Exercise inputs:

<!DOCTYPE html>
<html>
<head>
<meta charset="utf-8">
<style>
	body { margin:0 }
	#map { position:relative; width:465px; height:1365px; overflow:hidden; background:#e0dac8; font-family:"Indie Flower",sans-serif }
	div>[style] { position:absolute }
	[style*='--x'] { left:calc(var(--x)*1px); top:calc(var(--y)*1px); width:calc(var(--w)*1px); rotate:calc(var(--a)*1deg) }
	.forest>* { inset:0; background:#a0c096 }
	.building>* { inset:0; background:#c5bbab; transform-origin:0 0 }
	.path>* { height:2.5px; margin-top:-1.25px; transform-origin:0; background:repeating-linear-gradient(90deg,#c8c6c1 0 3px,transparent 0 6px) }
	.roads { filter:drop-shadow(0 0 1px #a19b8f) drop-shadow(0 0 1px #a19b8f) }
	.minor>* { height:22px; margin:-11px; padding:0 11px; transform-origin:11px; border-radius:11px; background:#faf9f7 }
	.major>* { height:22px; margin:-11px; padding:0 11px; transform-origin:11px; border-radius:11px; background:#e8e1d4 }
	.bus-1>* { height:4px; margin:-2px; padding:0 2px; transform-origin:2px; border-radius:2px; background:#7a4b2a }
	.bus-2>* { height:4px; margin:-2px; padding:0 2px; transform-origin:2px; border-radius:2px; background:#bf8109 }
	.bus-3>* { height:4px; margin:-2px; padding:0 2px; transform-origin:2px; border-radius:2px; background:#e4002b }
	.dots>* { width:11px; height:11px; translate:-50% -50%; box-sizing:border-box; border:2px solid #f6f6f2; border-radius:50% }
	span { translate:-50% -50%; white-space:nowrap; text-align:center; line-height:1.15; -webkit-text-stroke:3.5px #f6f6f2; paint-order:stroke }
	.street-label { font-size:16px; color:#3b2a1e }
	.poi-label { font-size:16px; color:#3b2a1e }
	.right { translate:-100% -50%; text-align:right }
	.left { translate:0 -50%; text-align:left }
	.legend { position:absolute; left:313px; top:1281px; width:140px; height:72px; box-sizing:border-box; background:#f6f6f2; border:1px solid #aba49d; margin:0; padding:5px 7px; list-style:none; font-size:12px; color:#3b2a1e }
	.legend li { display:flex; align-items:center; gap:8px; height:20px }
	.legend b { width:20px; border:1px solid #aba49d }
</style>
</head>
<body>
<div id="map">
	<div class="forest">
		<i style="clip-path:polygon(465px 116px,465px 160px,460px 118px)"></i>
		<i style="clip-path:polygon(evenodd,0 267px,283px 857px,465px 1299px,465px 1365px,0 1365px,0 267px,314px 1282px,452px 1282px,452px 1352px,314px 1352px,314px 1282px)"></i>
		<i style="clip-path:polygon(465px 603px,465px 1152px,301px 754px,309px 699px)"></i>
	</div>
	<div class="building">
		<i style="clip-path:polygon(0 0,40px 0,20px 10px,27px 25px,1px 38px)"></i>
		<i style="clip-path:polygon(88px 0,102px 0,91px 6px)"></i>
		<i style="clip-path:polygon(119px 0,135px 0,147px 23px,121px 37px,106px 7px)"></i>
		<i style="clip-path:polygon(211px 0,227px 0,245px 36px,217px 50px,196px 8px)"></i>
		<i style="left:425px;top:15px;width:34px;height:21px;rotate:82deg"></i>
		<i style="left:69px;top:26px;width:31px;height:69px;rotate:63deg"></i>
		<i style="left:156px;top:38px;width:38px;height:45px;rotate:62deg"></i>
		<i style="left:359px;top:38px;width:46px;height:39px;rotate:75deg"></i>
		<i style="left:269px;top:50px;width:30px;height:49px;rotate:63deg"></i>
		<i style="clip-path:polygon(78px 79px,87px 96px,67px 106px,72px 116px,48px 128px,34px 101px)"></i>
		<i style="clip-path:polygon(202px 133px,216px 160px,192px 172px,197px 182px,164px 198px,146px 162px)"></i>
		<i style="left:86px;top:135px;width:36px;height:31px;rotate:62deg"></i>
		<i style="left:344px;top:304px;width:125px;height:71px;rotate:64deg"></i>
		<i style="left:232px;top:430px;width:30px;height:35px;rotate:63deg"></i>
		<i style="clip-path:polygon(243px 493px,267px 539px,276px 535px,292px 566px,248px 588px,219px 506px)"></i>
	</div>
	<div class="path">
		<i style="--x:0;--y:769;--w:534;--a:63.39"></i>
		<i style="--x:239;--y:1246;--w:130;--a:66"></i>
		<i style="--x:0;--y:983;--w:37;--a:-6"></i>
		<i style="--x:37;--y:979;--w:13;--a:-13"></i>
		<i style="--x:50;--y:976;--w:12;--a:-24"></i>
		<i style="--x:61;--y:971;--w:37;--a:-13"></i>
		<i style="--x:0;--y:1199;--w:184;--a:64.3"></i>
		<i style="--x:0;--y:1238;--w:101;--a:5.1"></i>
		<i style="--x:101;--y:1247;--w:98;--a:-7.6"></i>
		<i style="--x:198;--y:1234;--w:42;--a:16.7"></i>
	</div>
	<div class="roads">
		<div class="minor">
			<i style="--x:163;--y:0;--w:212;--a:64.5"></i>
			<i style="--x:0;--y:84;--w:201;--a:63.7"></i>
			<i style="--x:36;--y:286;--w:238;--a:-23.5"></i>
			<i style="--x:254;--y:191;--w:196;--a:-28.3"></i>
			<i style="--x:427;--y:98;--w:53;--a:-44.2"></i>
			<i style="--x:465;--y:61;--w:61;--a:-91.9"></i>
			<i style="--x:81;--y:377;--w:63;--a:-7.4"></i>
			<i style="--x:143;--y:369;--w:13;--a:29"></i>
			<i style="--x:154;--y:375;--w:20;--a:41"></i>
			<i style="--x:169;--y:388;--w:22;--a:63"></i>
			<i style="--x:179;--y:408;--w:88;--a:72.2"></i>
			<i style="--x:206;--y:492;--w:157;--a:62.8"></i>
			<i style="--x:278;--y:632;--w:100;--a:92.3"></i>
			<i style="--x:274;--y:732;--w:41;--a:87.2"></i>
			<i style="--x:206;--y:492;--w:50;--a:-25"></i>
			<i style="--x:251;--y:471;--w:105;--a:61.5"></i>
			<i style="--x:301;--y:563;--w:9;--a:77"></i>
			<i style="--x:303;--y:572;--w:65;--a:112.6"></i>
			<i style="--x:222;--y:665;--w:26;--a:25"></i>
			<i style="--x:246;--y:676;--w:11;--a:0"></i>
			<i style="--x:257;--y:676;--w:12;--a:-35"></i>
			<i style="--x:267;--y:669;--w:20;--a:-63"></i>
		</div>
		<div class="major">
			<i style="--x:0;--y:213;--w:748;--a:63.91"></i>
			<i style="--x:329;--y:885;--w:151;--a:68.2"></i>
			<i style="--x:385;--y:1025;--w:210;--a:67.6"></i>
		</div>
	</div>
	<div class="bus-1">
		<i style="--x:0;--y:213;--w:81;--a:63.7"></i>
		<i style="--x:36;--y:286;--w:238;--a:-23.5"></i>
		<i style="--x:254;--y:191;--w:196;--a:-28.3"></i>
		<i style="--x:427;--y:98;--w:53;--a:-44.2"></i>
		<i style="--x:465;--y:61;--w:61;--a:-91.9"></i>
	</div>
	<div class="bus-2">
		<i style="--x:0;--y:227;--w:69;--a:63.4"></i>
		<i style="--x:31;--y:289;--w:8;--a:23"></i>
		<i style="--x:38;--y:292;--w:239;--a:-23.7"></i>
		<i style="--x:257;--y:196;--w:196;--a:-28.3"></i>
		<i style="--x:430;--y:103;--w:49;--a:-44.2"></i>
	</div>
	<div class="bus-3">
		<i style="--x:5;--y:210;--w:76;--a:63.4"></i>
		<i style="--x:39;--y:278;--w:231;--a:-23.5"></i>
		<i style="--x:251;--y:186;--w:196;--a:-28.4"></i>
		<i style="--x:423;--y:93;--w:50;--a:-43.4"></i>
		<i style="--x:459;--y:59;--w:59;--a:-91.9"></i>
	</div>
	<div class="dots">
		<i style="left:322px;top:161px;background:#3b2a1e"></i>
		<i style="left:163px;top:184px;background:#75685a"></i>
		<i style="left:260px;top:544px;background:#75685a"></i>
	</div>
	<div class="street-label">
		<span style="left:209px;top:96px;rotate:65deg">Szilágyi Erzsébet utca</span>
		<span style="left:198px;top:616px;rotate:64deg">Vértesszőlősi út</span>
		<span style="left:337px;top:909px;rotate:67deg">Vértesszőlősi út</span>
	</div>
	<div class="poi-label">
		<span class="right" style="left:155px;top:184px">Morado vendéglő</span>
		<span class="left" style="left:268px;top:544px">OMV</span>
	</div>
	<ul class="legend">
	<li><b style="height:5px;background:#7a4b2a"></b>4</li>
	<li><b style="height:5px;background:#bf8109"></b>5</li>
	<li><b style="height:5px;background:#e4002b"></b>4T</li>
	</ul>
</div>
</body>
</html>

Task to carry out:
From the listing above, collect each line in which the string "center" appears.

Result below:
	span { translate:-50% -50%; white-space:nowrap; text-align:center; line-height:1.15; -webkit-text-stroke:3.5px #f6f6f2; paint-order:stroke }
	.legend li { display:flex; align-items:center; gap:8px; height:20px }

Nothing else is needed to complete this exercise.